Anantaram (Adoor Gopalakrishnan, 1987)

There is more truth in thoughts than in words.

For quite some time after the movie had ended, I was trying to think of the last time a movie had floored me and left me completely speechless like Anantaram, and the first thing that popped in my head was Persona, which incidentally enough dealt with something similar but the execution of the two movies cannot be further apart.



With Anantaram, Adoor Gopalkrishnan tries to explore his own bipolarity with the protagonist, Ajayan, and builds a character of him solely through his memories. But memories are ever-changing and ever deceiving, that take the shape of whatever is the situation at hand, and are terribly unreliable. This unreliability becomes the core of the narrative and through which Gopalkrishnan begins questioning the very identity of Ajayan. 




Along with the said unreliability, the duality is present almost throughout the movie and it's easy to choose one story over the other based on one's worldview and say one is reality and the other is an imagination of his life. But with unreliable narrator comes the added conundrum of the fact that both are equally deceptive and that thought raised twice as many questions as the ones I had when I finished the movie. Was Ajayan we saw at first the idealised version of what he thought he could be or was Ajayan a child prodigy who failed to reach the success he was expected to? Was Ajayan's torment a result of the burden of his talent or was it a direct correlation to the torture he faced at the hands of three house helps? Was Ajayan always jealous of Balu because of his achievements or was the jealously only because of his wife? Was Nalini ever real? Or was all of this true?
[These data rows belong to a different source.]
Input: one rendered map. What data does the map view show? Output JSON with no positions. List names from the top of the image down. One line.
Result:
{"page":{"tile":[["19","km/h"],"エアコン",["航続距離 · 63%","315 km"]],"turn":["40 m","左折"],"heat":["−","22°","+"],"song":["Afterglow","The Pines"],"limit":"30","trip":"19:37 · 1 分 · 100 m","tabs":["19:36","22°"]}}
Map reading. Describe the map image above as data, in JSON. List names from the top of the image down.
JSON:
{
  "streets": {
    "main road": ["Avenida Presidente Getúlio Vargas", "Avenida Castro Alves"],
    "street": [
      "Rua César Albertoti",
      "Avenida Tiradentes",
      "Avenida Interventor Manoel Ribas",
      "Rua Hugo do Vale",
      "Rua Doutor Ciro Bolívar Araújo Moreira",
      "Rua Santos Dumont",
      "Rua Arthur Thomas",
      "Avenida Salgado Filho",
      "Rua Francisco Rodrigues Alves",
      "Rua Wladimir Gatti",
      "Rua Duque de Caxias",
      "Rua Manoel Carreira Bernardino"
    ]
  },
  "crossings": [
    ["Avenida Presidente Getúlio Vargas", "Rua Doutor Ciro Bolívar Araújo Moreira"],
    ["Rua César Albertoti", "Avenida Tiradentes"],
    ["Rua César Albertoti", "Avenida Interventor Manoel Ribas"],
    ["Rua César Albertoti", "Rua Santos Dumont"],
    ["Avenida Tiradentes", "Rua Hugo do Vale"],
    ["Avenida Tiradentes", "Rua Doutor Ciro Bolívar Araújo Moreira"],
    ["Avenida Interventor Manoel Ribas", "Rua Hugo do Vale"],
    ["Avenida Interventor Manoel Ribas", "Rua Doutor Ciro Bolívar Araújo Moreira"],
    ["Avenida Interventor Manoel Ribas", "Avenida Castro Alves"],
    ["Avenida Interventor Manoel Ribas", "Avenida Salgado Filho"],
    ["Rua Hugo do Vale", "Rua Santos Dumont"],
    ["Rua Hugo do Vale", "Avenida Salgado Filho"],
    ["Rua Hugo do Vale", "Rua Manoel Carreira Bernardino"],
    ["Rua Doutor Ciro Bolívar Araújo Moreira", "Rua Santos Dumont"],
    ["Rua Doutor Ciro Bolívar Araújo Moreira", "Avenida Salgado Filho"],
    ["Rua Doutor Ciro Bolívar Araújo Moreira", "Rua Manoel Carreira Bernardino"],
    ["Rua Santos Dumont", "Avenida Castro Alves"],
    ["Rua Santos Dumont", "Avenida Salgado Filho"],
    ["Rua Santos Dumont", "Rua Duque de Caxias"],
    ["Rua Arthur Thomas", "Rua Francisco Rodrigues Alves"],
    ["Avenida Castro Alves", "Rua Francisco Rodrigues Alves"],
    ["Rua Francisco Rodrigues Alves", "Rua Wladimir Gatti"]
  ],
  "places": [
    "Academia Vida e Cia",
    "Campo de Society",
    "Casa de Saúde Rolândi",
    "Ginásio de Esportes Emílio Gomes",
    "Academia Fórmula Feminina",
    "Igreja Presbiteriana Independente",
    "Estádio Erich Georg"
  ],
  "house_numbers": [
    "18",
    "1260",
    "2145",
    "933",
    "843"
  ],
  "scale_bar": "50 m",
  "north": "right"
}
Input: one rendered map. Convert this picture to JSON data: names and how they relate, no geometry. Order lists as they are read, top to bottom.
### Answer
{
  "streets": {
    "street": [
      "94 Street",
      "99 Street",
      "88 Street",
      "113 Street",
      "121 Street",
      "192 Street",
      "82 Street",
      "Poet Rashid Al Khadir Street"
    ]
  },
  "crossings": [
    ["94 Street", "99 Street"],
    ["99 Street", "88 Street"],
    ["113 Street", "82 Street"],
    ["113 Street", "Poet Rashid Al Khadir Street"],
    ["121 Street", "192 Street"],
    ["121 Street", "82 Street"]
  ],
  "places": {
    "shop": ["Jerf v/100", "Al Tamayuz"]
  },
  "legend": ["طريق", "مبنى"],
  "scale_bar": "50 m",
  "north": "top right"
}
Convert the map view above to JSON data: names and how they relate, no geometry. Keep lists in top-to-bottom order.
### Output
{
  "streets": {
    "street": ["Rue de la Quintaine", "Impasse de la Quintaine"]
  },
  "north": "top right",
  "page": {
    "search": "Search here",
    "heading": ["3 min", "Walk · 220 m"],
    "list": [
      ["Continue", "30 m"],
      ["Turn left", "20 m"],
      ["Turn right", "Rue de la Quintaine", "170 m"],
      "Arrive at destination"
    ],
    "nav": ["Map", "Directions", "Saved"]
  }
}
Or none of it and it's a complete fabrication of a fractured mind? 




But above all, after I went through all of these questions the only thing that felt like a solution was that this stream of thinking was an exercise in vanity and that the different realities of Ajayan's life is true as long as he wants to believe it's true, and that reality ceases to exist once he rejects the said reality.




I know for certain I have only barely scratched the surface of the movie and I need a couple of rewatches to completely get the themes of what Adoor Gopalkrishnan was going for but as for now, I'll satisfy myself with what little I've understood of the movie.